CHASE KNOWINGLY ASSISTED ENRON IN DISGUISING THE TRUE CHARACTERISTICS OF THE TRANSACTIONS FOR ENRON'S ACCOUNTING PURPOSES.
- Enron's auditor, Arthur Andersen LLP ("Andersen") developed certain criteria that it used to justify Enron's accounting treatment of the prepay transactions. These criteria included:
Mahonia was not an independent, third-party entity with substantive business operations. Although Mahonia was legally separate from Chase, it was created at the direction of Chase and was completely controlled by Chase. Enron told Chase it needed Mahonia in the transactions for its own accounting reasons. Chase used Mahonia to help Enron achieve its accounting objectives.

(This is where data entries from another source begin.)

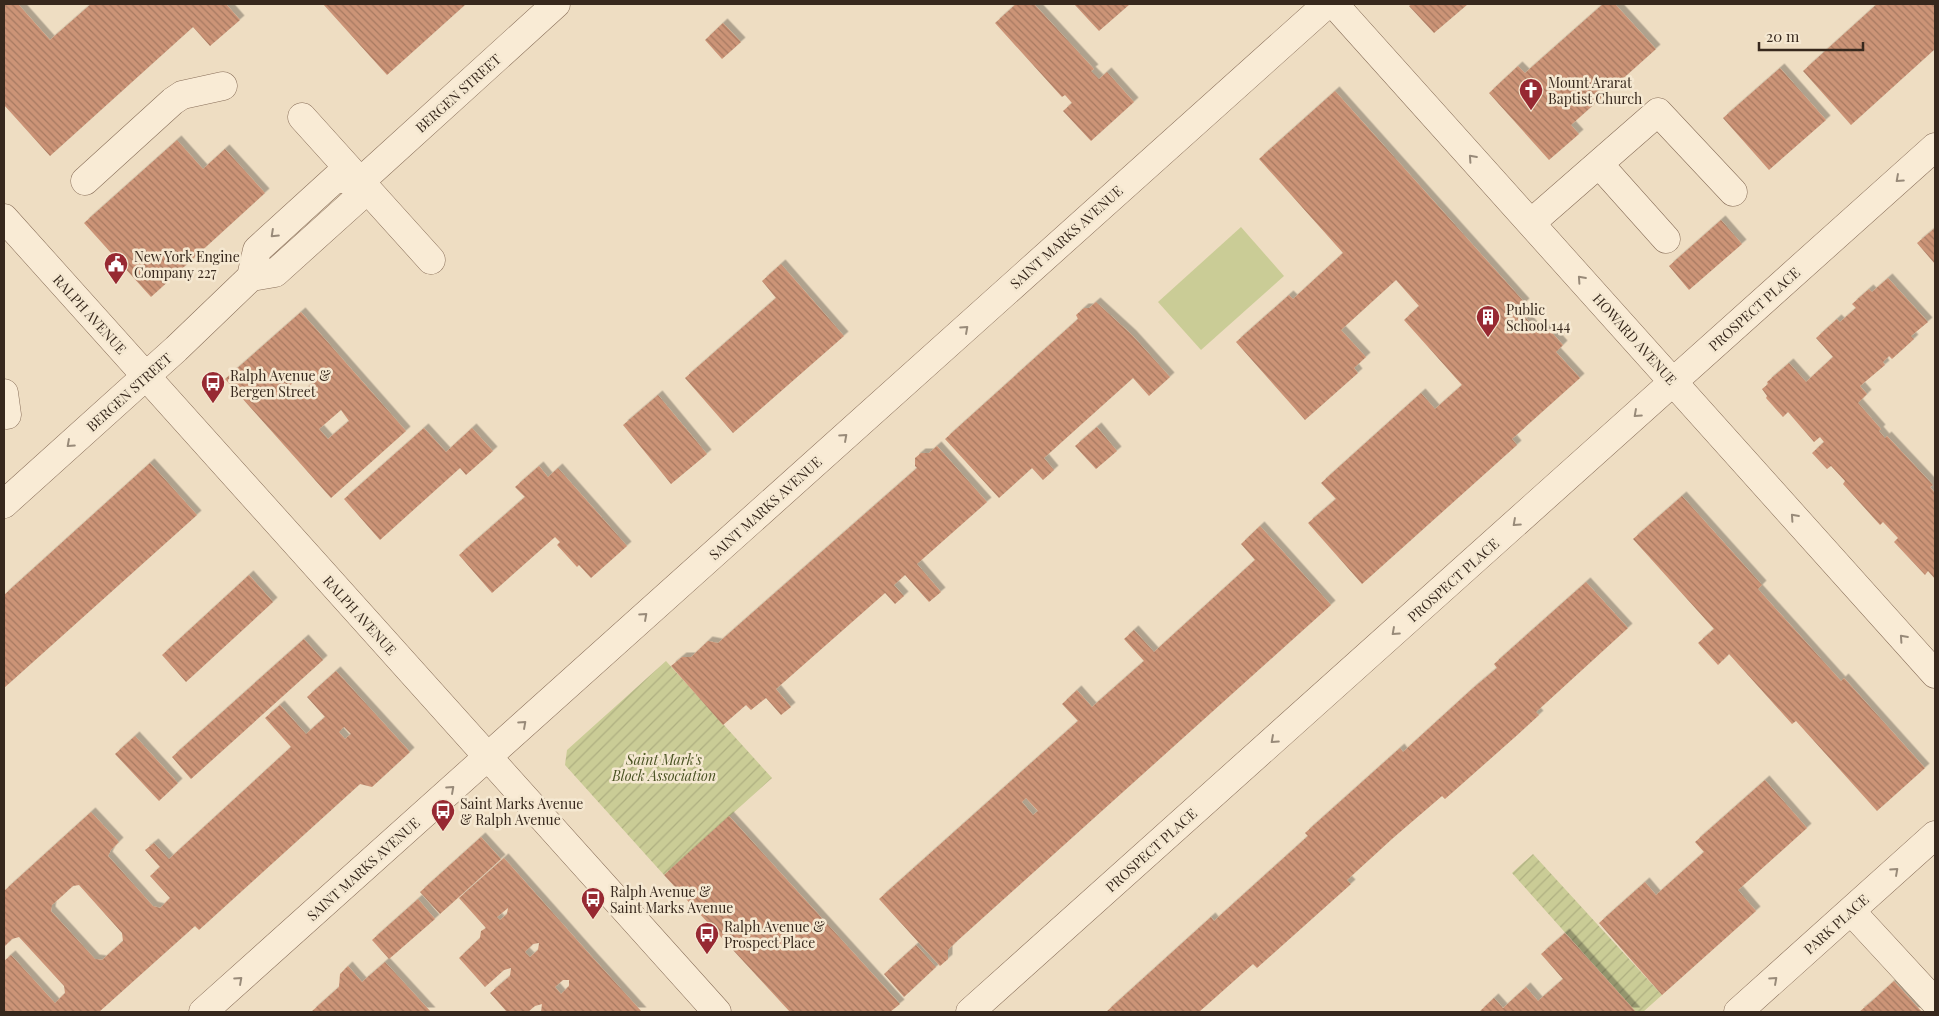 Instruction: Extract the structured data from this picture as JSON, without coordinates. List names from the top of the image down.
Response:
{
  "streets": {
    "street": [
      "BERGEN STREET",
      "SAINT MARKS AVENUE",
      "PROSPECT PLACE",
      "RALPH AVENUE",
      "HOWARD AVENUE",
      "PARK PLACE"
    ]
  },
  "crossings": [
    ["BERGEN STREET", "RALPH AVENUE"],
    ["SAINT MARKS AVENUE", "RALPH AVENUE"],
    ["PROSPECT PLACE", "HOWARD AVENUE"]
  ],
  "one_way": [
    "SAINT MARKS AVENUE",
    "PROSPECT PLACE",
    "HOWARD AVENUE",
    "PARK PLACE"
  ],
  "parks": ["Saint Mark's Block Association"],
  "places": {
    "church": ["Mount Ararat Baptist Church"],
    "public building": ["New York Engine Company 227"],
    "building": ["Public School 144"],
    "bus stop": [
      "Ralph Avenue & Bergen Street",
      "Saint Marks Avenue & Ralph Avenue",
      "Ralph Avenue & Saint Marks Avenue",
      "Ralph Avenue & Prospect Place"
    ]
  },
  "scale_bar": "20 m"
} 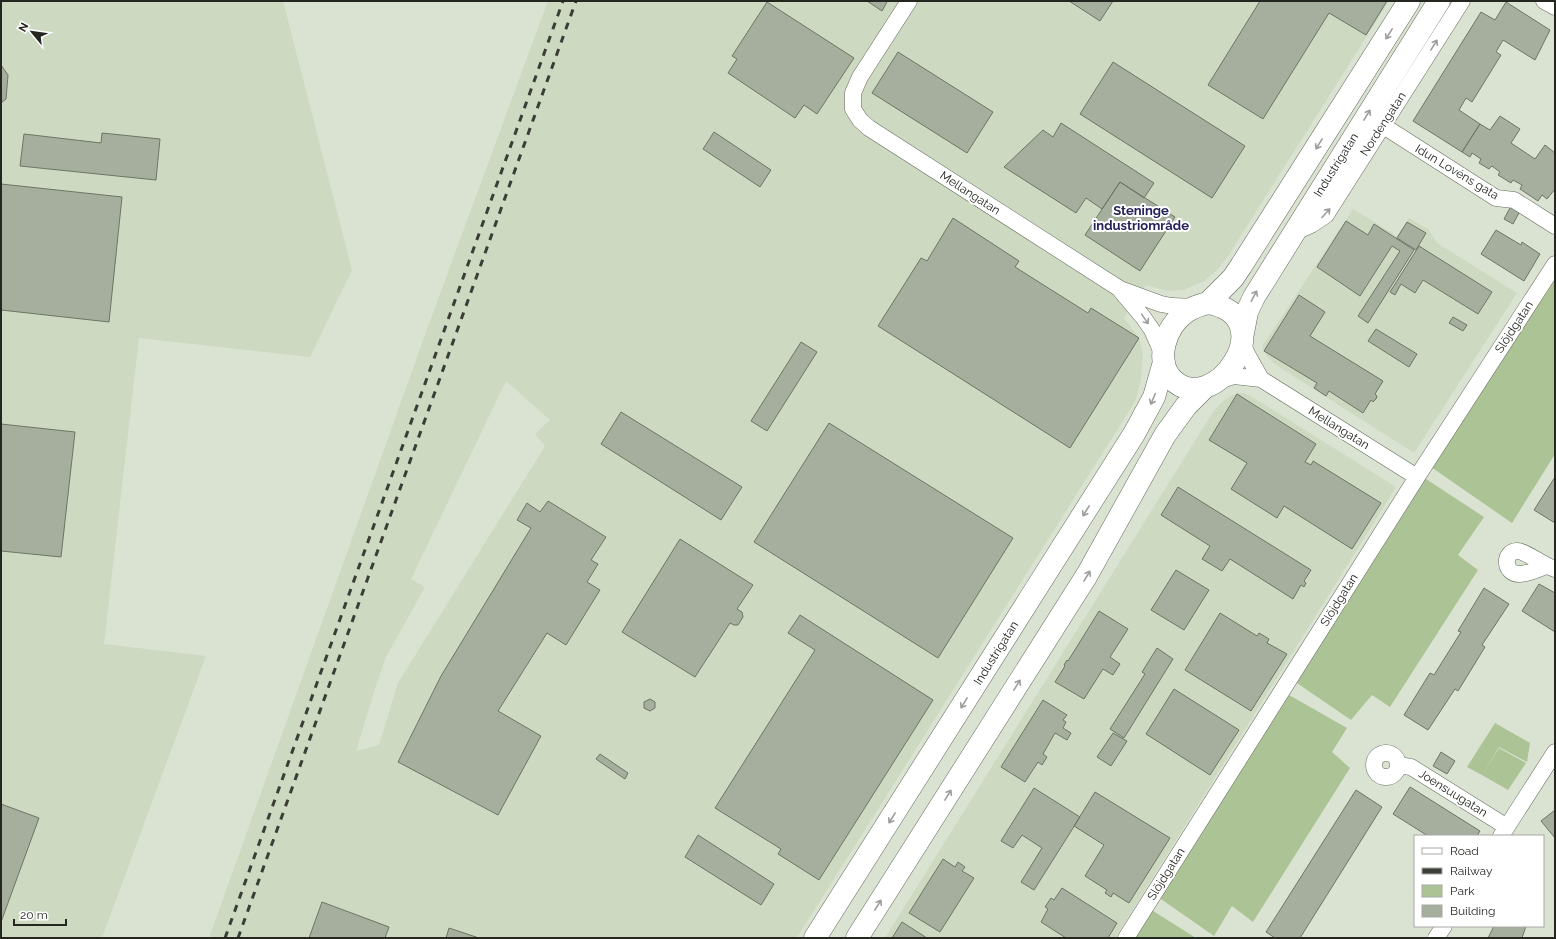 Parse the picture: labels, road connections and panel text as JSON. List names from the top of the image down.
{
  "streets": {
    "main road": ["Industrigatan"],
    "street": [
      "Nordengatan",
      "Idun Lovéns gata",
      "Mellangatan",
      "Slöjdgatan",
      "Joensuugatan"
    ]
  },
  "crossings": [
    ["Nordengatan", "Industrigatan"],
    ["Nordengatan", "Idun Lovéns gata"],
    ["Industrigatan", "Mellangatan"],
    ["Mellangatan", "Slöjdgatan"]
  ],
  "one_way": ["Nordengatan"],
  "districts": ["Steninge industriområde"],
  "legend": [
    "Road",
    "Railway",
    "Park",
    "Building"
  ],
  "scale_bar": "20 m",
  "north": "top left"
}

- The existence of an independent, third-party entity in the transaction structure -- this entity was supposed to be a "substantive" business with operations independent of the other parties and could not be an SPV sponsored by one of the other parties;
- a true commercial purpose for the transactions and documentation that was "standard" for commodity trades; and
- actual risk for the parties related to fluctuations in the price of the commodity.
When the first Mahonia entity, Mahonia Limited, was formed in 1992, the Mourant law firm described it in formation documents as a "finance company." Subsequently, in formation documents for Mahonia Natural Gas Limited, filed in 2000, Mourant represented that Mahonia's purpose was "to assist in transactions arranged by Chase Bank" and explained further:
[Mahonia] will be invited from time to time to enter into arrangements that will assist the Chase Manhattan Bank in providing finance for major US Oil and Gas companies. The arrangements in each case will involve [Mahonia] entering into a Forward Purchase Contract with a US Oil or Gas company . . . [Mahonia] will also at the same time enter into a Forward Sale Contract with Chase . . . The overall effect of these arrangements will be that Chase will be providing finance to the relevant US Oil or Gas company on the security of the inventory of Oil or Gas but without [Mahonia] taking any exposure to the Oil and Gas market.

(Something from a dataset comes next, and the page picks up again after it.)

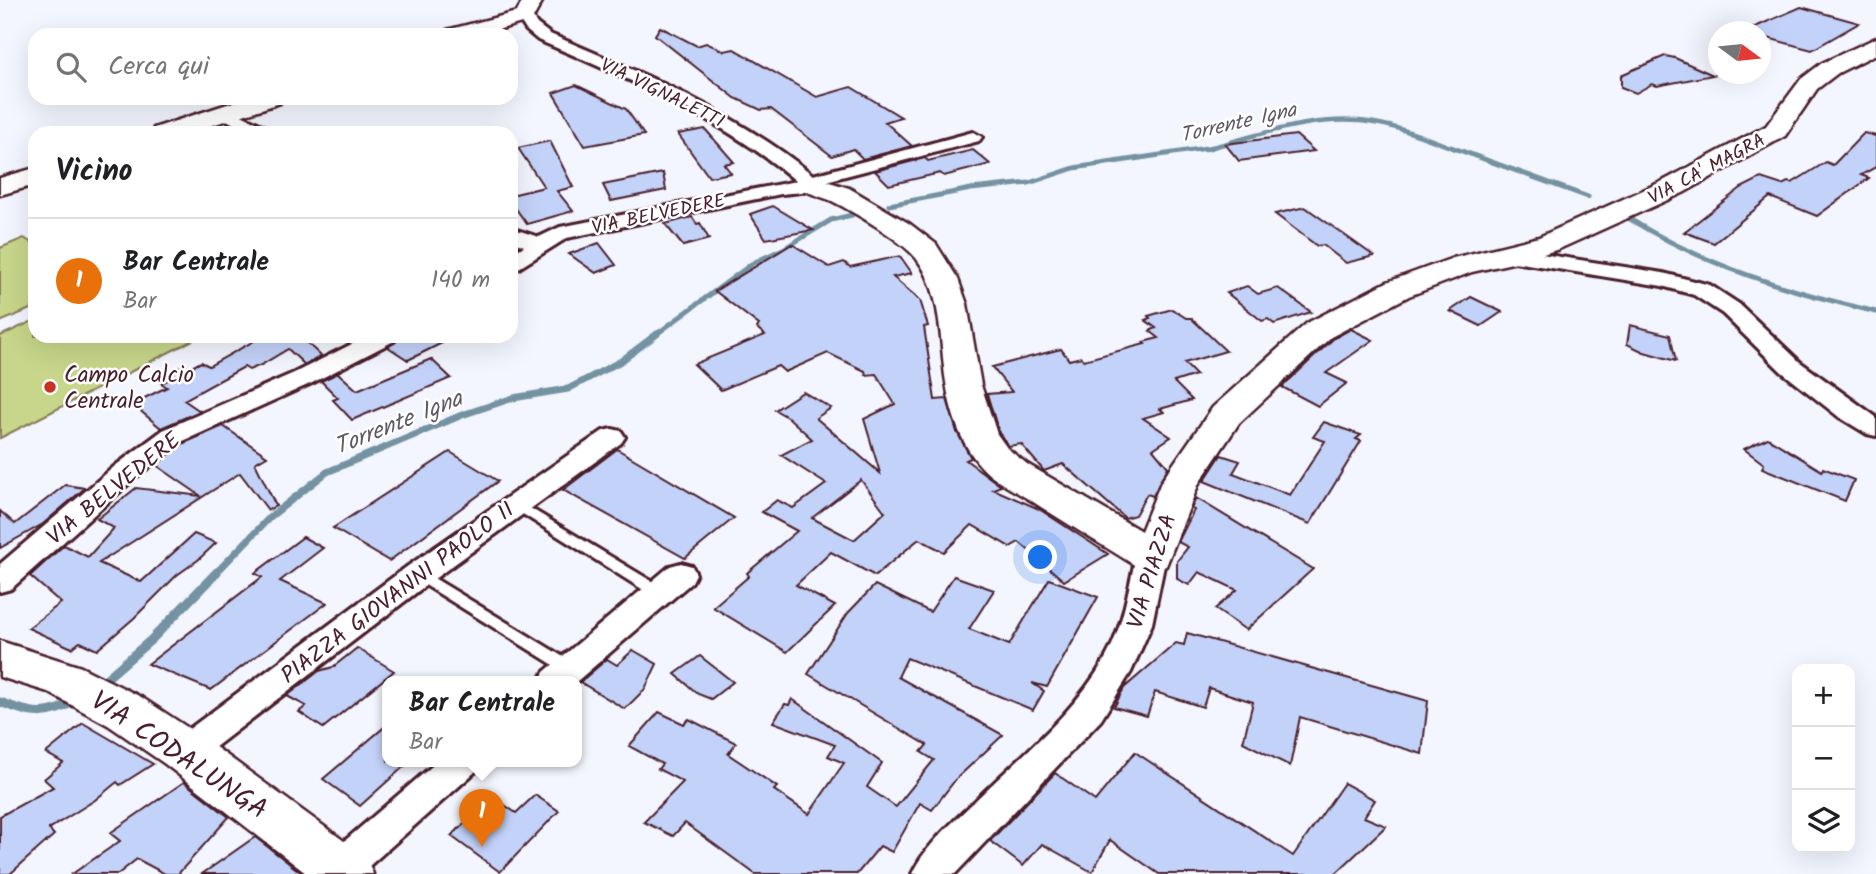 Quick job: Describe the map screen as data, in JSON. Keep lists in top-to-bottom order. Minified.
{"streets":{"street":["VIA VIGNALETTI","VIA CA' MAGRA","VIA BELVEDERE","VIA PIAZZA","PIAZZA GIOVANNI PAOLO II","VIA CODALUNGA"]},"crossings":[["VIA VIGNALETTI","VIA BELVEDERE"],["VIA VIGNALETTI","VIA PIAZZA"],["VIA CA' MAGRA","VIA PIAZZA"],["PIAZZA GIOVANNI PAOLO II","VIA CODALUNGA"]],"water":["Torrente Igna"],"places":["Campo Calcio Centrale"],"north":"right","page":{"search":"Cerca qui","heading":"Vicino","list":[{"mark":"1","name":"Bar Centrale","note":"Bar","value":"140 m"}],"map_buttons":["+","−"],"popup":["Bar Centrale","Bar"],"pins":"1"}}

(Emphasis added.) (The words Natural Gas Limited were specifically added to the name of the new Mahonia entity to make it sound like a substantive commodities trading company.)
Mahonia had no business operations other than to facilitate Chase's accounting-driven transactions with its clients. In fact, it had no employees and no offices. Mourant employees performed limited administrative functions on its behalf. Chase employees performed all substantive functions (i.e., negotiating with Enron, drafting contracts, and handling payments). For example, a Company Formation Questionnaire that was prepared by Mourant in December 2000 for filing with the Jersey regulatory authority was sent to a Chase in-house lawyer for his "approval and signature" and listed two Chase employees as the contact persons for Mahonia.
Mahonia was completely controlled by Chase. Mahonia never entered into a commercial transaction in which Chase was not involved. (Conversely, Mahonia never refused a request by Chase to enter into a prepay transaction.) In each of the prepay transactions described here, Mahonia and Chase executed Security Agreements as part of the prepay transactions that gave Chase an interest in "any assets Mahonia then owned or thereafter acquired" and contained covenants that Mahonia "would 'exercise its rights, authorities and discretions under or in respect of' . . . all current and subsequently obtained assets 'in such manner as [Chase] may from time to time require.'" Effectively, it would have been necessary for Mahonia to obtain Chase's consent before entering into any transaction not involving Chase.
Chase prepared and reviewed transaction documents on behalf of Mahonia and forwarded the documents to Mourant attorneys for Mahonia to sign. Chase also edited Mourant's legal opinions and drafts of Mahonia's Board minutes. In one instance, Chase wrote Mourant, "You will only be required to have the forms signed for Mahonia. . . . For the time being, you should hold [the documentation] until further instructed."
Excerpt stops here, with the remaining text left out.